X
<
>

Il procuratore di Reggio Calabria Federico Cafiero De Raho

Condividi:
2 minuti per la lettura

Il procuratore di Reggio Calabra al Sir ha spiegato il fenomeno e la forza dell’organizzazione ciminale

ROMA – «La ‘ndrangheta non ha confini, paga in contanti e “droga” l’economia. È in grado di garantire disciplina, ma consente anche che cosche appartenenti all’una o all’altra parte della Calabria possano compartecipare negli affari».

Lo ha dichiarato Federico Cafiero De Raho, procuratore della Repubblica di Reggio Calabria in una intervista al Sir in cui spiega il fenomeno e le ragioni del “successo” della radicata e potente organizzazione criminale italiana.

«In Calabria e nella provincia di Reggio – ricorda De Raho – c’è la testa, ma esistono articolazioni locali – autonome nell’operatività ma non nei collegamenti – al nord». I mafiosi, infatti, «hanno una grande capacità di stringere rapporti, di concludere affari, soprattutto perché intervengono con tanto danaro. Basta pensare al fatto che la ‘ndrangheta è riuscita a creare basi locali anche in vari Paesi europei: Svizzera, Irlanda e Germania». Dunque, prosegue «la loro forza sta nel fatto che riescono a pagare tutto in contanti e in anticipo».

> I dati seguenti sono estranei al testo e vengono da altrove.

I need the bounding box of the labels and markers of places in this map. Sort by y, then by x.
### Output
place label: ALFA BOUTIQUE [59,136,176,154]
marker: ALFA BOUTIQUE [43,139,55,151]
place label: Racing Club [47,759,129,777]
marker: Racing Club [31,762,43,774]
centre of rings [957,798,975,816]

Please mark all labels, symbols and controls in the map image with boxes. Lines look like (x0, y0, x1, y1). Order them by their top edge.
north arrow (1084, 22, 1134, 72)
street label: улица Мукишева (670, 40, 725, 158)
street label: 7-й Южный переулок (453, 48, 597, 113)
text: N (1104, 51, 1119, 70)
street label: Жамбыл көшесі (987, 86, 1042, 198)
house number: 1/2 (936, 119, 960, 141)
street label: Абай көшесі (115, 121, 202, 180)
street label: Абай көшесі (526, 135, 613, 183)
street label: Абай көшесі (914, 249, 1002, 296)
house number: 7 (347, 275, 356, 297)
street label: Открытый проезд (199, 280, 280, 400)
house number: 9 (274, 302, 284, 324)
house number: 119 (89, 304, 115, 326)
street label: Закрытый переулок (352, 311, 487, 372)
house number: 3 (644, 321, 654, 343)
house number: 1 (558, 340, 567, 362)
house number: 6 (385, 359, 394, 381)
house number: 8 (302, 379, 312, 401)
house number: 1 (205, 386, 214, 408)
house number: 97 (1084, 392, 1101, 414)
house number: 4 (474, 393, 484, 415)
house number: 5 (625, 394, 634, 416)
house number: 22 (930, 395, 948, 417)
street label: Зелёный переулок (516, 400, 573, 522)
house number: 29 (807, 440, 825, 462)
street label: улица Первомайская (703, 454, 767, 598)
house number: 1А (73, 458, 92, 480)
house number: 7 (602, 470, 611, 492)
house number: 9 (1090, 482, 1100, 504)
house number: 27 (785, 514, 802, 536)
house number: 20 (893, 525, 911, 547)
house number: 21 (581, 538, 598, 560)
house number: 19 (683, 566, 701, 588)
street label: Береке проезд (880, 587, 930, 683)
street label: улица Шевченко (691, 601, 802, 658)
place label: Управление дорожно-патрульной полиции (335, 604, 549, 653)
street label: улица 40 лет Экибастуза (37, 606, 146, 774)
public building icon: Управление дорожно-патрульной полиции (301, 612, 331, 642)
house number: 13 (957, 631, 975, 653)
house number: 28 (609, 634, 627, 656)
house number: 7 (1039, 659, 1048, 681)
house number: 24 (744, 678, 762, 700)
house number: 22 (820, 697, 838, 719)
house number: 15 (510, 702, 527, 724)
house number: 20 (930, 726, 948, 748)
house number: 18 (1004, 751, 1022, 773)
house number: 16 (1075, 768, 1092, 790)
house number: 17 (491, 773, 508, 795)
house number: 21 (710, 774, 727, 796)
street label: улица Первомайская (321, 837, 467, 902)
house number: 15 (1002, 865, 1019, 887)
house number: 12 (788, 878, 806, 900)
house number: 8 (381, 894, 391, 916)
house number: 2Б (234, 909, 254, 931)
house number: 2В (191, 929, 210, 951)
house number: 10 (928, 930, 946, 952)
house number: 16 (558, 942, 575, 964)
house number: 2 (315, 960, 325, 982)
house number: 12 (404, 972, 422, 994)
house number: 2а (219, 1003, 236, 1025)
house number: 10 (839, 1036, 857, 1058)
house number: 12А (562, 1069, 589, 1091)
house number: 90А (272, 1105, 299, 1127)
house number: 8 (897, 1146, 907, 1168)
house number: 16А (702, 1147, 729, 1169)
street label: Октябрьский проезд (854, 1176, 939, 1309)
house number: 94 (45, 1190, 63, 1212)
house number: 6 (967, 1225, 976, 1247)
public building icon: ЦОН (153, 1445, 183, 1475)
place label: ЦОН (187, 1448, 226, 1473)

Secondo De Raho, tra i favoriti per diventare il nuovo procuratore nazionale antimafia (LEGGI), la ‘ndrangheta è «l’organizzazione malavitosa più “credibile” e proprio per questo riesce a entrare in simbiosi e sinergia con le altre organizzazioni mafiose e con i produttori di cocaina». È inoltre capace di drogare l’economia e il mercato del lavoro perché «toglie lavoro ad altri, alle imprese corrette che però hanno difficoltà a lavorare. Soprattutto in periodi di crisi, è evidente che chi riesce ad avere soldi e a farli entrare in modo occulto nella propria impresa ha un’agevolazione poi nell’ottenimento dei risultati che gli consente di competere con altre società».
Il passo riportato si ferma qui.